*DESCRIPTION OF THE TASK:*
Return the records that follow, matching each one exactly.
[EXERCISE DATA Boundary: Start]
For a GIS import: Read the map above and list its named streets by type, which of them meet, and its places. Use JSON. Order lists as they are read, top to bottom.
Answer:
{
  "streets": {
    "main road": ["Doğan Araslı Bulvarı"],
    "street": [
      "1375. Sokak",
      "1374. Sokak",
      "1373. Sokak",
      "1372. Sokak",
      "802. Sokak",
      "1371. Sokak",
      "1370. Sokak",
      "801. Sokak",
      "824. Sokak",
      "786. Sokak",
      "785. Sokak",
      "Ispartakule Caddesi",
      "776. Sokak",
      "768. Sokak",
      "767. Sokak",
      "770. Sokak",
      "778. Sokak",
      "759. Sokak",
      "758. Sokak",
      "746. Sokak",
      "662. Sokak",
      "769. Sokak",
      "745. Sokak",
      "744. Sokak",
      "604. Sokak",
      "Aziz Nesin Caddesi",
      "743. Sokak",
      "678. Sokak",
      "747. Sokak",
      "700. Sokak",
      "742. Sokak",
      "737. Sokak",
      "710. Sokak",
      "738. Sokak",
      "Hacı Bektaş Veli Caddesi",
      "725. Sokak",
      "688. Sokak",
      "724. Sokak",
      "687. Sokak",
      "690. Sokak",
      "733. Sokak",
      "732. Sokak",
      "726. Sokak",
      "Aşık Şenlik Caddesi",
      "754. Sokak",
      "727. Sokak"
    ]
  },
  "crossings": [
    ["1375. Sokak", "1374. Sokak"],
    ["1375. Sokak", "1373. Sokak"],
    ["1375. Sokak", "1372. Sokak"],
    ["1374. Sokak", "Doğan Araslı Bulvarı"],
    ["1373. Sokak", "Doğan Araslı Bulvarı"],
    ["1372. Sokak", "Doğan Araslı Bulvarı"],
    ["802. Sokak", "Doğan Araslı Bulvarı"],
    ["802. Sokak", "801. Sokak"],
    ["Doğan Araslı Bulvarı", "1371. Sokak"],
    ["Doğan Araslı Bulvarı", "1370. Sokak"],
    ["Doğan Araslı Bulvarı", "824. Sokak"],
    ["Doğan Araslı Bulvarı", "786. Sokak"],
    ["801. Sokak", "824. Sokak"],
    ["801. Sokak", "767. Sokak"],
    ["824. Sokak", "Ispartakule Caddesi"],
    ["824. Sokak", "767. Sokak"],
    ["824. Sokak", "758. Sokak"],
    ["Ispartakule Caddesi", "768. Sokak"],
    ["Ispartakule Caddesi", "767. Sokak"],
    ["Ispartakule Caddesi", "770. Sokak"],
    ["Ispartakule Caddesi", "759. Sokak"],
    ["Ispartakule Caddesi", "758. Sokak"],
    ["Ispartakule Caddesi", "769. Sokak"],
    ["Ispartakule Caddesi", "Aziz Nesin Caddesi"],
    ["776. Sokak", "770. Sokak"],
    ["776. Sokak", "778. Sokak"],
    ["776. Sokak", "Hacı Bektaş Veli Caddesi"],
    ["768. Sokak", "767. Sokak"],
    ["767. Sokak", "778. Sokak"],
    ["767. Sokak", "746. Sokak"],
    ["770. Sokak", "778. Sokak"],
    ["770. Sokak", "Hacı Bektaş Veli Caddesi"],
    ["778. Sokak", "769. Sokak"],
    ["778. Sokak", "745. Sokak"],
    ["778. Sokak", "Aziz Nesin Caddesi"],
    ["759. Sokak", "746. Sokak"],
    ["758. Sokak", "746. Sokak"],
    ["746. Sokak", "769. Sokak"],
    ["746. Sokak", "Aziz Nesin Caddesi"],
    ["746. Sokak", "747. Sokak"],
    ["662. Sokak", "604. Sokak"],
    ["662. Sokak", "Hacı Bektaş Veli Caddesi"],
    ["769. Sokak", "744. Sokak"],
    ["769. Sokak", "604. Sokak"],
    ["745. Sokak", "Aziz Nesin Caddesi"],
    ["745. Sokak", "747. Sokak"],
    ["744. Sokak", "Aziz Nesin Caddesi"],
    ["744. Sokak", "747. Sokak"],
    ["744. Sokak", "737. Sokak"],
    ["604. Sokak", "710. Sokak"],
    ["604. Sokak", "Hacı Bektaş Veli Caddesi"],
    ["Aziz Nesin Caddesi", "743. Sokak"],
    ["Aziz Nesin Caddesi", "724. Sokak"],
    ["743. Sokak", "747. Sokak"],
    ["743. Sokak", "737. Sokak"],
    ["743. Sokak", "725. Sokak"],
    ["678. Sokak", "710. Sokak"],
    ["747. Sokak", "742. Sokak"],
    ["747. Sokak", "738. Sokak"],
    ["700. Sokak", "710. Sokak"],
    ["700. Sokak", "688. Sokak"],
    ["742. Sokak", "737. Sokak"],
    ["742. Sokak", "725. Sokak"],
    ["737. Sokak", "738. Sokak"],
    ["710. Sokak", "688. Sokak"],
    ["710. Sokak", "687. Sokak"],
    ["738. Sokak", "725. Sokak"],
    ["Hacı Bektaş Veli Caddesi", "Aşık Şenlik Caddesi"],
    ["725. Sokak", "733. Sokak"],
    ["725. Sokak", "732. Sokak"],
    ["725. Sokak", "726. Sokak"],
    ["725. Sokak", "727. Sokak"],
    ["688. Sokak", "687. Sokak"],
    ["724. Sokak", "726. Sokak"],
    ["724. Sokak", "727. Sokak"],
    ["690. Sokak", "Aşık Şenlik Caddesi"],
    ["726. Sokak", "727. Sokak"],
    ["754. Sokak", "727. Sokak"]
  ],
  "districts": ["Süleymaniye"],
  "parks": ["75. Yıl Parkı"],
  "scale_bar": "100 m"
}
[EXERCISE DATA Boundary: End]
*RESPONSE TO THIS TASK:*
For a GIS import: Read the map above and list its named streets by type, which of them meet, and its places. Use JSON. Order lists as they are read, top to bottom.
Answer:
{
  "streets": {
    "main road": ["Doğan Araslı Bulvarı"],
    "street": [
      "1375. Sokak",
      "1374. Sokak",
      "1373. Sokak",
      "1372. Sokak",
      "802. Sokak",
      "1371. Sokak",
      "1370. Sokak",
      "801. Sokak",
      "824. Sokak",
      "786. Sokak",
      "785. Sokak",
      "Ispartakule Caddesi",
      "776. Sokak",
      "768. Sokak",
      "767. Sokak",
      "770. Sokak",
      "778. Sokak",
      "759. Sokak",
      "758. Sokak",
      "746. Sokak",
      "662. Sokak",
      "769. Sokak",
      "745. Sokak",
      "744. Sokak",
      "604. Sokak",
      "Aziz Nesin Caddesi",
      "743. Sokak",
      "678. Sokak",
      "747. Sokak",
      "700. Sokak",
      "742. Sokak",
      "737. Sokak",
      "710. Sokak",
      "738. Sokak",
      "Hacı Bektaş Veli Caddesi",
      "725. Sokak",
      "688. Sokak",
      "724. Sokak",
      "687. Sokak",
      "690. Sokak",
      "733. Sokak",
      "732. Sokak",
      "726. Sokak",
      "Aşık Şenlik Caddesi",
      "754. Sokak",
      "727. Sokak"
    ]
  },
  "crossings": [
    ["1375. Sokak", "1374. Sokak"],
    ["1375. Sokak", "1373. Sokak"],
    ["1375. Sokak", "1372. Sokak"],
    ["1374. Sokak", "Doğan Araslı Bulvarı"],
    ["1373. Sokak", "Doğan Araslı Bulvarı"],
    ["1372. Sokak", "Doğan Araslı Bulvarı"],
    ["802. Sokak", "Doğan Araslı Bulvarı"],
    ["802. Sokak", "801. Sokak"],
    ["Doğan Araslı Bulvarı", "1371. Sokak"],
    ["Doğan Araslı Bulvarı", "1370. Sokak"],
    ["Doğan Araslı Bulvarı", "824. Sokak"],
    ["Doğan Araslı Bulvarı", "786. Sokak"],
    ["801. Sokak", "824. Sokak"],
    ["801. Sokak", "767. Sokak"],
    ["824. Sokak", "Ispartakule Caddesi"],
    ["824. Sokak", "767. Sokak"],
    ["824. Sokak", "758. Sokak"],
    ["Ispartakule Caddesi", "768. Sokak"],
    ["Ispartakule Caddesi", "767. Sokak"],
    ["Ispartakule Caddesi", "770. Sokak"],
    ["Ispartakule Caddesi", "759. Sokak"],
    ["Ispartakule Caddesi", "758. Sokak"],
    ["Ispartakule Caddesi", "769. Sokak"],
    ["Ispartakule Caddesi", "Aziz Nesin Caddesi"],
    ["776. Sokak", "770. Sokak"],
    ["776. Sokak", "778. Sokak"],
    ["776. Sokak", "Hacı Bektaş Veli Caddesi"],
    ["768. Sokak", "767. Sokak"],
    ["767. Sokak", "778. Sokak"],
    ["767. Sokak", "746. Sokak"],
    ["770. Sokak", "778. Sokak"],
    ["770. Sokak", "Hacı Bektaş Veli Caddesi"],
    ["778. Sokak", "769. Sokak"],
    ["778. Sokak", "745. Sokak"],
    ["778. Sokak", "Aziz Nesin Caddesi"],
    ["759. Sokak", "746. Sokak"],
    ["758. Sokak", "746. Sokak"],
    ["746. Sokak", "769. Sokak"],
    ["746. Sokak", "Aziz Nesin Caddesi"],
    ["746. Sokak", "747. Sokak"],
    ["662. Sokak", "604. Sokak"],
    ["662. Sokak", "Hacı Bektaş Veli Caddesi"],
    ["769. Sokak", "744. Sokak"],
    ["769. Sokak", "604. Sokak"],
    ["745. Sokak", "Aziz Nesin Caddesi"],
    ["745. Sokak", "747. Sokak"],
    ["744. Sokak", "Aziz Nesin Caddesi"],
    ["744. Sokak", "747. Sokak"],
    ["744. Sokak", "737. Sokak"],
    ["604. Sokak", "710. Sokak"],
    ["604. Sokak", "Hacı Bektaş Veli Caddesi"],
    ["Aziz Nesin Caddesi", "743. Sokak"],
    ["Aziz Nesin Caddesi", "724. Sokak"],
    ["743. Sokak", "747. Sokak"],
    ["743. Sokak", "737. Sokak"],
    ["743. Sokak", "725. Sokak"],
    ["678. Sokak", "710. Sokak"],
    ["747. Sokak", "742. Sokak"],
    ["747. Sokak", "738. Sokak"],
    ["700. Sokak", "710. Sokak"],
    ["700. Sokak", "688. Sokak"],
    ["742. Sokak", "737. Sokak"],
    ["742. Sokak", "725. Sokak"],
    ["737. Sokak", "738. Sokak"],
    ["710. Sokak", "688. Sokak"],
    ["710. Sokak", "687. Sokak"],
    ["738. Sokak", "725. Sokak"],
    ["Hacı Bektaş Veli Caddesi", "Aşık Şenlik Caddesi"],
    ["725. Sokak", "733. Sokak"],
    ["725. Sokak", "732. Sokak"],
    ["725. Sokak", "726. Sokak"],
    ["725. Sokak", "727. Sokak"],
    ["688. Sokak", "687. Sokak"],
    ["724. Sokak", "726. Sokak"],
    ["724. Sokak", "727. Sokak"],
    ["690. Sokak", "Aşık Şenlik Caddesi"],
    ["726. Sokak", "727. Sokak"],
    ["754. Sokak", "727. Sokak"]
  ],
  "districts": ["Süleymaniye"],
  "parks": ["75. Yıl Parkı"],
  "scale_bar": "100 m"
}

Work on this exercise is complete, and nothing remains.